**Work item:** For the entries presented below, indicate the number of lines that include the word "lane", adding nothing else.

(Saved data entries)
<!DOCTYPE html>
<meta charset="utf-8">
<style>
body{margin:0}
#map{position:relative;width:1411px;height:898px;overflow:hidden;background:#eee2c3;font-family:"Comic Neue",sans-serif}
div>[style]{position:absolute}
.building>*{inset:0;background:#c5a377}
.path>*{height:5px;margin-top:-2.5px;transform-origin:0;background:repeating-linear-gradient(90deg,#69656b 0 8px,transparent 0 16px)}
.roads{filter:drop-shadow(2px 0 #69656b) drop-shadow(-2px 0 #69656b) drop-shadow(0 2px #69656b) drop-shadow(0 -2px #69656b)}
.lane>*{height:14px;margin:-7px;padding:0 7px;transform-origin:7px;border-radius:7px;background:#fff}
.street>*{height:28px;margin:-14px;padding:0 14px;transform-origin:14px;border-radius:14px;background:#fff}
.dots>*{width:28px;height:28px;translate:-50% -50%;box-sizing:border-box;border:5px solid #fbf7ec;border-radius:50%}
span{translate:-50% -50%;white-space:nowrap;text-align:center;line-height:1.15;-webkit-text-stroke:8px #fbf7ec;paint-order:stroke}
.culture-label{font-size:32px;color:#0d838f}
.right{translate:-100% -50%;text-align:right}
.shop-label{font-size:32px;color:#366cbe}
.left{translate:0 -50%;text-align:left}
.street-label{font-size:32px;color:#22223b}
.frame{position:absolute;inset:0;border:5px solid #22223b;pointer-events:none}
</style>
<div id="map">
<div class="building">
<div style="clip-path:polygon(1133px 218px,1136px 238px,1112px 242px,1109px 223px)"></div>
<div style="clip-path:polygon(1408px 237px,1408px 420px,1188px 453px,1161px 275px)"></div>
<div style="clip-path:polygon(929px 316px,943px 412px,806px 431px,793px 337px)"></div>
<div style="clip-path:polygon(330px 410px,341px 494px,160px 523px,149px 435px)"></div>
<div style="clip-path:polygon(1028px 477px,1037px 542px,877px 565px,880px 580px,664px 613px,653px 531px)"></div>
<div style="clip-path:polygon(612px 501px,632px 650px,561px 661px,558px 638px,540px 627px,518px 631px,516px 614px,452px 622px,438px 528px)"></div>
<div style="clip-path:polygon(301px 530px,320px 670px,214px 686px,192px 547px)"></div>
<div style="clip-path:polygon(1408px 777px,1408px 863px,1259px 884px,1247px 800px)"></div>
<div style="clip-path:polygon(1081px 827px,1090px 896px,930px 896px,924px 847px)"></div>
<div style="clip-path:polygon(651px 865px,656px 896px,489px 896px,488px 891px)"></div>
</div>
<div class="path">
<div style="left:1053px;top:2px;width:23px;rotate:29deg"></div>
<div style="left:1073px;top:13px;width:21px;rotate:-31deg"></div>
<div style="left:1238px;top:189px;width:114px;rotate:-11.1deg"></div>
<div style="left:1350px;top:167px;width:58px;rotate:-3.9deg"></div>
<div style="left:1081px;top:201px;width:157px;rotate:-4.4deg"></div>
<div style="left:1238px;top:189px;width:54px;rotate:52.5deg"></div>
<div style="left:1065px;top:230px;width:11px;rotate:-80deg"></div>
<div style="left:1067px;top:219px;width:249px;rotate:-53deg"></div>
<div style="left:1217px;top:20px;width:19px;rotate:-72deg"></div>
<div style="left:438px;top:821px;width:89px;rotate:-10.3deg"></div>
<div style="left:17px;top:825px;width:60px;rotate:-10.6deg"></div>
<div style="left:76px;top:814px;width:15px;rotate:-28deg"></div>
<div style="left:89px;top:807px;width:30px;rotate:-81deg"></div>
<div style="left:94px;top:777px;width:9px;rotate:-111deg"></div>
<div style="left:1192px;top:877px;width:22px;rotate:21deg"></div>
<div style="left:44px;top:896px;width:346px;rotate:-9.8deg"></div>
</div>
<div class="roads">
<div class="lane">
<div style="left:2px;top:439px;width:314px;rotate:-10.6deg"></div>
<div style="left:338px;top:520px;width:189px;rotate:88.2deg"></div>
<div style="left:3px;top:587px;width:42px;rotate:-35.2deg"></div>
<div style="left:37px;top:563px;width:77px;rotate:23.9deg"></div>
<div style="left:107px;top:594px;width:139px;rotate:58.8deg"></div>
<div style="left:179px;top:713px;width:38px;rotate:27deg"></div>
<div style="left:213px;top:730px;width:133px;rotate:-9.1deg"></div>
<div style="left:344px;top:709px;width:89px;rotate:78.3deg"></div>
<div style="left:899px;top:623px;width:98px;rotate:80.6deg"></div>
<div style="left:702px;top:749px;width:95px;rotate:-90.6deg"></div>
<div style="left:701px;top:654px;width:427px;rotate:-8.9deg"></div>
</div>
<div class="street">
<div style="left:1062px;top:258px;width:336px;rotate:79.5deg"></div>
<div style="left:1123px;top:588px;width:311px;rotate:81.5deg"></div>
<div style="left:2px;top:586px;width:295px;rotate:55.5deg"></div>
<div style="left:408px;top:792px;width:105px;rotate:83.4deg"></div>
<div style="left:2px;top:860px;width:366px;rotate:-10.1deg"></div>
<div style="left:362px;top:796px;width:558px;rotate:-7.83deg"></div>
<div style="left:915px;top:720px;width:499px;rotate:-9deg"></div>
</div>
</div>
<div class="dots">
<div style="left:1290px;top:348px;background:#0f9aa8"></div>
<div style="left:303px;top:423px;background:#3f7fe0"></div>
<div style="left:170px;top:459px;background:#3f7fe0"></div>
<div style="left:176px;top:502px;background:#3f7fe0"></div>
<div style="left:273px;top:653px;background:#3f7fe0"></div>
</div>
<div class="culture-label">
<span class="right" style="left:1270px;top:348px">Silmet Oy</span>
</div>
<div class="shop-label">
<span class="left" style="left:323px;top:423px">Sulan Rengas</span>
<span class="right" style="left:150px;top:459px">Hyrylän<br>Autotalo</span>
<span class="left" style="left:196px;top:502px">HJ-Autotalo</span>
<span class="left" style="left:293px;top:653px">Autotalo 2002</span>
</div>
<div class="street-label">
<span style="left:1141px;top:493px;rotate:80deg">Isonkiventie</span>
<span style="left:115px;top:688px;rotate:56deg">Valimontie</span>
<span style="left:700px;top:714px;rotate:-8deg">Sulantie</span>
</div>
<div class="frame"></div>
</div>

**Finished task:** 2